Don’t Get Caught in the Content Trap

Getting noticed and getting paid are challenges for every business. These challenges can be overwhelming in today’s digital world, where there is an overabundance of content. However, focusing on content may be a trap rather than the road to success.

Gennari Aronson, LLP recently hosted a conversation with Professor Bharat Anand of Harvard Business School to discuss his latest book, “The Content Trap.” In his book, Professor Anand addresses navigating business strategy in the fast-changing digital marketplace. He recommends that businesses should foster connections rather than focus exclusively on content. He demonstrates his point through various case studies across several industries including media companies and educational institutions, by examining what works and what failed and then discussing the strategies each company pursued.

Content is important, but creating and fostering connections with the content is the actual key to success. Professor Anand identifies three types of connections that businesses can cultivate through content – user connections, product connections, and functional connections. User connections allow the users of your product and content to connect with each other. These user connections make your content social.

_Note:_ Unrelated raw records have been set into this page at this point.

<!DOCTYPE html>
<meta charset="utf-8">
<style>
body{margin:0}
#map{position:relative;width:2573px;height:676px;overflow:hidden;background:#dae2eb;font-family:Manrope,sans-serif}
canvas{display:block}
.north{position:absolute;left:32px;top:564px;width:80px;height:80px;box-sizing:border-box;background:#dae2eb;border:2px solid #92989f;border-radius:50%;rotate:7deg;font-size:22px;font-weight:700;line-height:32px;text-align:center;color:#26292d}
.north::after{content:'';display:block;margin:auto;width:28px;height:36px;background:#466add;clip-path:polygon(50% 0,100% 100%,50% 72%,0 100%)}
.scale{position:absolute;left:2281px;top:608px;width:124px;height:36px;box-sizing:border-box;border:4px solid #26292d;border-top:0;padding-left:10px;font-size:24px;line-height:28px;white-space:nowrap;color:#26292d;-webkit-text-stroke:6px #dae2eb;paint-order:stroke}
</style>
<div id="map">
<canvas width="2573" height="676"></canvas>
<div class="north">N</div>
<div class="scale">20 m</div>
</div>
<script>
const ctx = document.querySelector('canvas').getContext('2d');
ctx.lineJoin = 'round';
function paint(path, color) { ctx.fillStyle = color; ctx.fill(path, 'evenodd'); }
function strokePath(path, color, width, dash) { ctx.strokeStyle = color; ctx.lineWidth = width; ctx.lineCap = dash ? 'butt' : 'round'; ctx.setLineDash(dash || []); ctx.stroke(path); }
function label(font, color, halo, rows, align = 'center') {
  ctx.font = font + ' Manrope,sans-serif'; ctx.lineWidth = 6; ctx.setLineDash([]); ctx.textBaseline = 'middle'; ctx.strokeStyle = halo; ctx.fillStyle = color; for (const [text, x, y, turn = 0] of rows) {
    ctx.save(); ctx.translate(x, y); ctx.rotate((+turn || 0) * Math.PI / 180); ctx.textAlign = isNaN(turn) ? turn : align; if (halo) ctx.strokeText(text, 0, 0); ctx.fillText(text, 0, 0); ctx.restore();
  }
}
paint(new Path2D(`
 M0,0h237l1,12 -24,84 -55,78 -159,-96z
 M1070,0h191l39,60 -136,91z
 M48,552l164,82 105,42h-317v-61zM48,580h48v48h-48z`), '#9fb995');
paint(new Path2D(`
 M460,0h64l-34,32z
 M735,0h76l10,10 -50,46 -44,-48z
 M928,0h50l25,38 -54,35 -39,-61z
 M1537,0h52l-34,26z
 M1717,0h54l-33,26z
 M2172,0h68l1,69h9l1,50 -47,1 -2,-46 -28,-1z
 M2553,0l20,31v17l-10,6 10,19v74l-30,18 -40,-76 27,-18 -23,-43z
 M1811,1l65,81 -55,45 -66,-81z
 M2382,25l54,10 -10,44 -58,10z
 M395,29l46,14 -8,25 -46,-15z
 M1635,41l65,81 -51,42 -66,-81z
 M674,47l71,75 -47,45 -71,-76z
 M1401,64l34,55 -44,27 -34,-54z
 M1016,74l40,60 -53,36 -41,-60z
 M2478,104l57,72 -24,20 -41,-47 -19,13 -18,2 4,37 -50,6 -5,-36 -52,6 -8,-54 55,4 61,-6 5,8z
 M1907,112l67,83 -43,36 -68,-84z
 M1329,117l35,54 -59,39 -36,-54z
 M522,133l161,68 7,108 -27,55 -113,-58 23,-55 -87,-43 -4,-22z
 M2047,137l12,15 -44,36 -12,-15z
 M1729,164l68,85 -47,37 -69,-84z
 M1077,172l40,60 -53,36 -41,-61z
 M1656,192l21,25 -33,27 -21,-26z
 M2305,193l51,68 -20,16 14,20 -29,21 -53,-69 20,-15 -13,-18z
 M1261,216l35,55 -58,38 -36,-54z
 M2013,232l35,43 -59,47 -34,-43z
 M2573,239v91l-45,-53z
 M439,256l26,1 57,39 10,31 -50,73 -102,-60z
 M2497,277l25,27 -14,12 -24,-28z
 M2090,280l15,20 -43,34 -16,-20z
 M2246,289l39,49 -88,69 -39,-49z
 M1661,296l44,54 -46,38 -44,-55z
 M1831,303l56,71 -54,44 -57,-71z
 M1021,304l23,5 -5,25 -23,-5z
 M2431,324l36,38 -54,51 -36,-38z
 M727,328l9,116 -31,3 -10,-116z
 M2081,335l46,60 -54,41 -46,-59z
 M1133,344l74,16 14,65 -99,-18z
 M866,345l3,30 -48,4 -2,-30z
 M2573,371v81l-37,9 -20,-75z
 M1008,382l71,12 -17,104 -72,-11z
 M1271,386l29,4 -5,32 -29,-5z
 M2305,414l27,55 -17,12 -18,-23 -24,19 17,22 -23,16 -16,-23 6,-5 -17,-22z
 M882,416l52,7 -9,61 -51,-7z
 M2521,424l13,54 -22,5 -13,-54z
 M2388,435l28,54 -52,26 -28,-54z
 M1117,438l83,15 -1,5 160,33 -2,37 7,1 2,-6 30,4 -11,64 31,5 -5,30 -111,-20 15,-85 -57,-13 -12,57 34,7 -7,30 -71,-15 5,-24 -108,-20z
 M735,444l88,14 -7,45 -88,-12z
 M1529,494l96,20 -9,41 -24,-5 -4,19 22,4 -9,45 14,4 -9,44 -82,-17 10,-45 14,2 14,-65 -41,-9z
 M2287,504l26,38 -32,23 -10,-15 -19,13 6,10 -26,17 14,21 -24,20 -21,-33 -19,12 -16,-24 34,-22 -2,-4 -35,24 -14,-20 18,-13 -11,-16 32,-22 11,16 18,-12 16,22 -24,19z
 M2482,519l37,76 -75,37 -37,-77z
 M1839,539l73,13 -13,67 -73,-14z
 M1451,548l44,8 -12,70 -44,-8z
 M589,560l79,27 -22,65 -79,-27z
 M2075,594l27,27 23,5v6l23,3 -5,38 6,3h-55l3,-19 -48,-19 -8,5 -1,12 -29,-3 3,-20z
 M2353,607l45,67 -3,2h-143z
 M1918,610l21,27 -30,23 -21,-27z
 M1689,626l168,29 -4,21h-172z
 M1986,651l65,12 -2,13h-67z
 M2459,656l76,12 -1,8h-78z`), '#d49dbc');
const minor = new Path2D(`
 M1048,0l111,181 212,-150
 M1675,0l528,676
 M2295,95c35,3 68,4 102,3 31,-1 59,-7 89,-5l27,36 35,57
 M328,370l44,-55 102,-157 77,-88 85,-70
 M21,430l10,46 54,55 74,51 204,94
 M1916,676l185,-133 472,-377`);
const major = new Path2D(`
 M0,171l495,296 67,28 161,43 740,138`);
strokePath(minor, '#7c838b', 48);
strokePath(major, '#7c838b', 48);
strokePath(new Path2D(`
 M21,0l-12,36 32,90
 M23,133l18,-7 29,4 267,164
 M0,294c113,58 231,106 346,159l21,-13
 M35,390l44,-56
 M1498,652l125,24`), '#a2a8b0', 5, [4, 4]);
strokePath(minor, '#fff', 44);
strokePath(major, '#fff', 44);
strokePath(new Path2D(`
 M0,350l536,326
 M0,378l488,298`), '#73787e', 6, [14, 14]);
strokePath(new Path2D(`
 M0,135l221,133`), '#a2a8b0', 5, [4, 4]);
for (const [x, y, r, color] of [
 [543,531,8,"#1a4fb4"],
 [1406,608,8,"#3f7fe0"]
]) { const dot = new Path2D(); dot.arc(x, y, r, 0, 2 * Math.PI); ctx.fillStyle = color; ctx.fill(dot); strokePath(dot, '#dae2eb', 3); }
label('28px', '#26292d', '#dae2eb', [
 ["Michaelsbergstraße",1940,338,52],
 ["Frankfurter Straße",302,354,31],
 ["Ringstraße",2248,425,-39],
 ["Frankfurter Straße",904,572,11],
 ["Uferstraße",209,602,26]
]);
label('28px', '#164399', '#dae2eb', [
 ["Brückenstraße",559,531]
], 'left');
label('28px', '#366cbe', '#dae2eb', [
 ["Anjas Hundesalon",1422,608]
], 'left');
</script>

Just because you are reaching a wide audience does not mean that you are engaging that audience. Product connections involve focusing on complements to your core product. Complements include products and services that increase the value your core product delivers to users. Professor Anand recommended thinking outside of the box for complementary content – such as movie theatres providing child care services. Functional connections involve denying the age-old mantra of “copy your competitors.” The context matters and every decision you make in your company will affect the success of your content and connections. According to Professor Anand, “success comes from being different, not similar.”

Professor Anand stressed three important points:

  1. Don’t just create; create to connect.
  2. Don’t look at your business too narrowly; focus on complementary connections to strengthen your core products.
  3. Making connections is not a one-size-fits-all process – use your strengths and unique characteristics to create and foster connections.